Parts of the public sector have been in recovery mode since the confirmation in last week’s Autumn Statement that the proposed IR35 reforms would, as feared, become a reality.
It’s clear that contractor presence in the public sector may be altered irreversibly going forward, and IPSE chief executive Chris Bryce has been quick to call for workers in the sector to take stock.
In a series of comments originally posted in an article for Contractor Calculator, Bryce was quick to stress his view that the reforms could have ‘a potentially devastating effect on public sector contracting’, and said that the reforms will ‘fundamentally shift the way in which people engage with the contract sector.’
Bryce said: “There may well be a migration away from the public sector as a result of these changes. Clearly, we can’t advise people on how they engage with their clients. But from the research that we’ve done, we’ve already encountered plenty of individuals who are unwilling to contract in the public sector. We believe there is a serious risk that this trend will proliferate as a result of the reforms.”
IPSE has confirmed it is doing what it can to support members that want to work as contractors in the public sector, with the organisation currently taking legal advice.
“We are also examining ways in which we can help public sector bodies continue to engage contractors on a business-to-business basis, and we are fully committed to backing any contractors who are willing to test this legislation in the courts,” Bryce said.
Bryce also expressed his dismay at the fallout from the Autumn Statement regarding the VAT rate for many contractors using the VAT Flat Rate Scheme, which is set to rise to 16.5% in April 2017.

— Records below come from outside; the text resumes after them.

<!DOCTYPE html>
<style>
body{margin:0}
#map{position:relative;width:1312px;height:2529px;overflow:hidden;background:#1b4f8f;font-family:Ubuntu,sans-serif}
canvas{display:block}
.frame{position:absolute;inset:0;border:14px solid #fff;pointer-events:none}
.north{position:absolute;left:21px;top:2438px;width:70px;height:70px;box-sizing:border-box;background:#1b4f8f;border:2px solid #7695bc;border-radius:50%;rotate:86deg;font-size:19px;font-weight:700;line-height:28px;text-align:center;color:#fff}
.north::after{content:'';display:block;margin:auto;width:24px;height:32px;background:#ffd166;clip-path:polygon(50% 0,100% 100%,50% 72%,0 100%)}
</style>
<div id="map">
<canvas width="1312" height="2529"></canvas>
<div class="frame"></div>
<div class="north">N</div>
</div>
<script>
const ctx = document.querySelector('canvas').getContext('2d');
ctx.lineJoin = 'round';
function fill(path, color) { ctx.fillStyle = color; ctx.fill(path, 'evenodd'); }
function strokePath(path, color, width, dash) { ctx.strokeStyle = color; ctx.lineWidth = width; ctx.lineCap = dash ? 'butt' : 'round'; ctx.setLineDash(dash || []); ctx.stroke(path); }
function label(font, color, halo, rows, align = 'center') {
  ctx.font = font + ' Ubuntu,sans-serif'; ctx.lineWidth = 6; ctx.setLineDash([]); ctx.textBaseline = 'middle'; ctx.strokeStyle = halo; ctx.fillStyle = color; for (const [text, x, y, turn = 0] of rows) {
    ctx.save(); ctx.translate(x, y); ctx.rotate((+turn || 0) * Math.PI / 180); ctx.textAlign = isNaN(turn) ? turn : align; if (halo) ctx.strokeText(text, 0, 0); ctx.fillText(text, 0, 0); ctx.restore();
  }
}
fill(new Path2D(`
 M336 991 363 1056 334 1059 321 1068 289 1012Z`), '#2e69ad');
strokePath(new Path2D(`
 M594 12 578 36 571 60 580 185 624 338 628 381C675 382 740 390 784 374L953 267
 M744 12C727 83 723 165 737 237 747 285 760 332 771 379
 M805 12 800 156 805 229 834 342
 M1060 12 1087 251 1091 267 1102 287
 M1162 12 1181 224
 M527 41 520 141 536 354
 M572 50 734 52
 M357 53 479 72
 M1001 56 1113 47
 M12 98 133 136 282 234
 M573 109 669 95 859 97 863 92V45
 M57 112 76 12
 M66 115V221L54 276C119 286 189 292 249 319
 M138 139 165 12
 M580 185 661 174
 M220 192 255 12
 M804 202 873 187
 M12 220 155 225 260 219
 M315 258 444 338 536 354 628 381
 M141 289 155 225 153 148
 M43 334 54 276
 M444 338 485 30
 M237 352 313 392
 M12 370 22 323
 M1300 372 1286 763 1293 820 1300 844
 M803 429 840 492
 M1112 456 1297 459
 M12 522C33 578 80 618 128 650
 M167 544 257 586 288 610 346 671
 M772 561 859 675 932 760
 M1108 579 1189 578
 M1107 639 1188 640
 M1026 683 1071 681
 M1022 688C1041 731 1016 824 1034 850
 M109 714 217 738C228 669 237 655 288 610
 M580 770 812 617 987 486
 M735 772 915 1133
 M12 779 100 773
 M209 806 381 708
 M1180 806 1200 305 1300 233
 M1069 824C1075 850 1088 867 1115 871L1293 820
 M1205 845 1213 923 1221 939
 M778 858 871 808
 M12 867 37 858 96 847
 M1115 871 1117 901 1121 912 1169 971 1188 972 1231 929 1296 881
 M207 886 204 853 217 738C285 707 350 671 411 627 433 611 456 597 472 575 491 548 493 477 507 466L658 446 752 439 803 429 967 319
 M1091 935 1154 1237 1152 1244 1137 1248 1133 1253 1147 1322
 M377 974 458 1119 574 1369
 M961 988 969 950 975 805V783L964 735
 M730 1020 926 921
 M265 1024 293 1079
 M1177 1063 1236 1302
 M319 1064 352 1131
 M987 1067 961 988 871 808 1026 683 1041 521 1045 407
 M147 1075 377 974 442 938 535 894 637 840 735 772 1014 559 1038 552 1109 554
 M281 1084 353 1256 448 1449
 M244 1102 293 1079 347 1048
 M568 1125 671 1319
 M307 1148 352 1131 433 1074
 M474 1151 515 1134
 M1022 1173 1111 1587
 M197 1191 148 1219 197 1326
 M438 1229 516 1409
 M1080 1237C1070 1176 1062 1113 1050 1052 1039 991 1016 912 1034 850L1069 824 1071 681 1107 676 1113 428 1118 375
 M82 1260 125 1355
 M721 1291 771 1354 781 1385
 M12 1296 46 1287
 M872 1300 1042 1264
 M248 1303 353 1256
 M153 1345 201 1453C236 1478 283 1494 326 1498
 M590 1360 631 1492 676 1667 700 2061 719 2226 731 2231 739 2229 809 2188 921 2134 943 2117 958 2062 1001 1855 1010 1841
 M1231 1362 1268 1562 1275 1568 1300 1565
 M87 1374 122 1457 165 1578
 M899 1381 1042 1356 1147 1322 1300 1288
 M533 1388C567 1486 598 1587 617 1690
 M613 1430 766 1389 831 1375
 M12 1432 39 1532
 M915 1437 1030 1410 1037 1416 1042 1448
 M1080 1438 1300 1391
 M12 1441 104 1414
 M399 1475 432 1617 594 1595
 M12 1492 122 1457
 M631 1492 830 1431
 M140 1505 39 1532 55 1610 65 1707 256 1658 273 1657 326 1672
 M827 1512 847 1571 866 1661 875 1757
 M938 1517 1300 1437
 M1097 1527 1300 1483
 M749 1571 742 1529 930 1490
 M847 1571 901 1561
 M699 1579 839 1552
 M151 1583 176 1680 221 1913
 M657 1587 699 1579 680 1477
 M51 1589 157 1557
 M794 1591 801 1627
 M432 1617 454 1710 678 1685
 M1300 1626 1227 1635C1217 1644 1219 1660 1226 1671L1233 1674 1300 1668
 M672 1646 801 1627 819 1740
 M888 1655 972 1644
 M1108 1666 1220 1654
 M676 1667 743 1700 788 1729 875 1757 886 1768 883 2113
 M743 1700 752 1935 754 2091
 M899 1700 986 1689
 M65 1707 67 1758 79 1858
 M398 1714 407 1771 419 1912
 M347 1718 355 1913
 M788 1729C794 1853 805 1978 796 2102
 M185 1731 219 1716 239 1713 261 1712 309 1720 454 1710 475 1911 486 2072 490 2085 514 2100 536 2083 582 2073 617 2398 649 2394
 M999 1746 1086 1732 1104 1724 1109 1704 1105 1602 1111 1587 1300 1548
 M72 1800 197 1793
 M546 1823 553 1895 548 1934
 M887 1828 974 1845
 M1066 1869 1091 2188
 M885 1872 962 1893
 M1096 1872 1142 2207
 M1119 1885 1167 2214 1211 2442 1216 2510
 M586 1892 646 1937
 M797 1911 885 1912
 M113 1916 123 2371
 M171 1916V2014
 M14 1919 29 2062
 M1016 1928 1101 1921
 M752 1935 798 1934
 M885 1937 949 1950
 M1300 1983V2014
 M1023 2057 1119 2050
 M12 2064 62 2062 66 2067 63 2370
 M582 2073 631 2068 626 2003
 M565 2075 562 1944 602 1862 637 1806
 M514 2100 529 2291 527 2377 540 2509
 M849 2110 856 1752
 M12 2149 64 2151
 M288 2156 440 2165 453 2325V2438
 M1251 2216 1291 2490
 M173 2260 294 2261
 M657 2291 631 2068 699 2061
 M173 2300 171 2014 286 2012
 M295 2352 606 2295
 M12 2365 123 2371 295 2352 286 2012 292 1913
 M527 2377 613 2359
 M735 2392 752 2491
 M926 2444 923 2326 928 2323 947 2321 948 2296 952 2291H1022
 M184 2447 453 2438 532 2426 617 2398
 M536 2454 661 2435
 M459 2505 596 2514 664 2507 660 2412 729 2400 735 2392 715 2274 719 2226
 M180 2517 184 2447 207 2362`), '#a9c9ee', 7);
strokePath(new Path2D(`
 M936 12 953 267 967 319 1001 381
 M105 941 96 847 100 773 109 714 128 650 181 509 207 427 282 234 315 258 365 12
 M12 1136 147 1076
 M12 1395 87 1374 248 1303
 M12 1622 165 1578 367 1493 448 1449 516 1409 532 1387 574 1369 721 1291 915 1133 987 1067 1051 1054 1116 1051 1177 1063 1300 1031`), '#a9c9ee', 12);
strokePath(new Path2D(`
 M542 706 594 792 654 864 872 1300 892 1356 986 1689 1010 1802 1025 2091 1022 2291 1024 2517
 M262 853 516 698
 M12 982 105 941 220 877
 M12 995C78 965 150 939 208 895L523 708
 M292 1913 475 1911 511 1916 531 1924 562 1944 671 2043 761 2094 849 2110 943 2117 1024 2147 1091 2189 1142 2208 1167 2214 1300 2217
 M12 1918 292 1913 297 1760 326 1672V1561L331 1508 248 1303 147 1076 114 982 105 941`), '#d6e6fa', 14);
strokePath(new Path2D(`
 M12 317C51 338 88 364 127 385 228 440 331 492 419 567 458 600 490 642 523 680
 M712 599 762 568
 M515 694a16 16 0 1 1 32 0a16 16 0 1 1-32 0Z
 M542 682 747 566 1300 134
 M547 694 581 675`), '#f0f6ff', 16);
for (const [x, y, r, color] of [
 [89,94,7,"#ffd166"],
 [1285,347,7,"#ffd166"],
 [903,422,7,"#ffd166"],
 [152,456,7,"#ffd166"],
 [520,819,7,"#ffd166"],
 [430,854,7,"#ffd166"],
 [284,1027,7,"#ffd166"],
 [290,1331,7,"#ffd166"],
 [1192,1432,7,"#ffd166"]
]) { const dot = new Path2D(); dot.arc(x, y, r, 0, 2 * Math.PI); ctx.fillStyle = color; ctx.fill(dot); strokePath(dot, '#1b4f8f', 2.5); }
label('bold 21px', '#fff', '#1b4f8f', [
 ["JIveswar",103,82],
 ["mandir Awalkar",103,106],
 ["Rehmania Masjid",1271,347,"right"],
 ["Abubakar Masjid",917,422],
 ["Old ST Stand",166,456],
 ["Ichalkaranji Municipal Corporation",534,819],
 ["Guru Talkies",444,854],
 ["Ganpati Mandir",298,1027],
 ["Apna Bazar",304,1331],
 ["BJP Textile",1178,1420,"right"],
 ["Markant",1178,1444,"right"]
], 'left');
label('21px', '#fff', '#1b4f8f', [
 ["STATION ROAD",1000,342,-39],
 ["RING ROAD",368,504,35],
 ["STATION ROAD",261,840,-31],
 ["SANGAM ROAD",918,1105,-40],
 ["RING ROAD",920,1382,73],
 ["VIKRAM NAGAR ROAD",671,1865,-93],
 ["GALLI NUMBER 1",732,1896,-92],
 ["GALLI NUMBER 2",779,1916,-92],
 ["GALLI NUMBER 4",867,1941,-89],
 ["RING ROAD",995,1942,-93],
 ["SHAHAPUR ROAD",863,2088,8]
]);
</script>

He was also less than impressed with some of the ways contractors were portrayed within the statement. He said: “What we found particularly disappointing was that the only time the Chancellor mentioned self-employment, he mentioned it in connection with tax avoidance. We feel that Government needs to recognise that the vast majority of contractors are doing so because they want to be in business, and that they are not doing so as a tax avoidance mechanism.”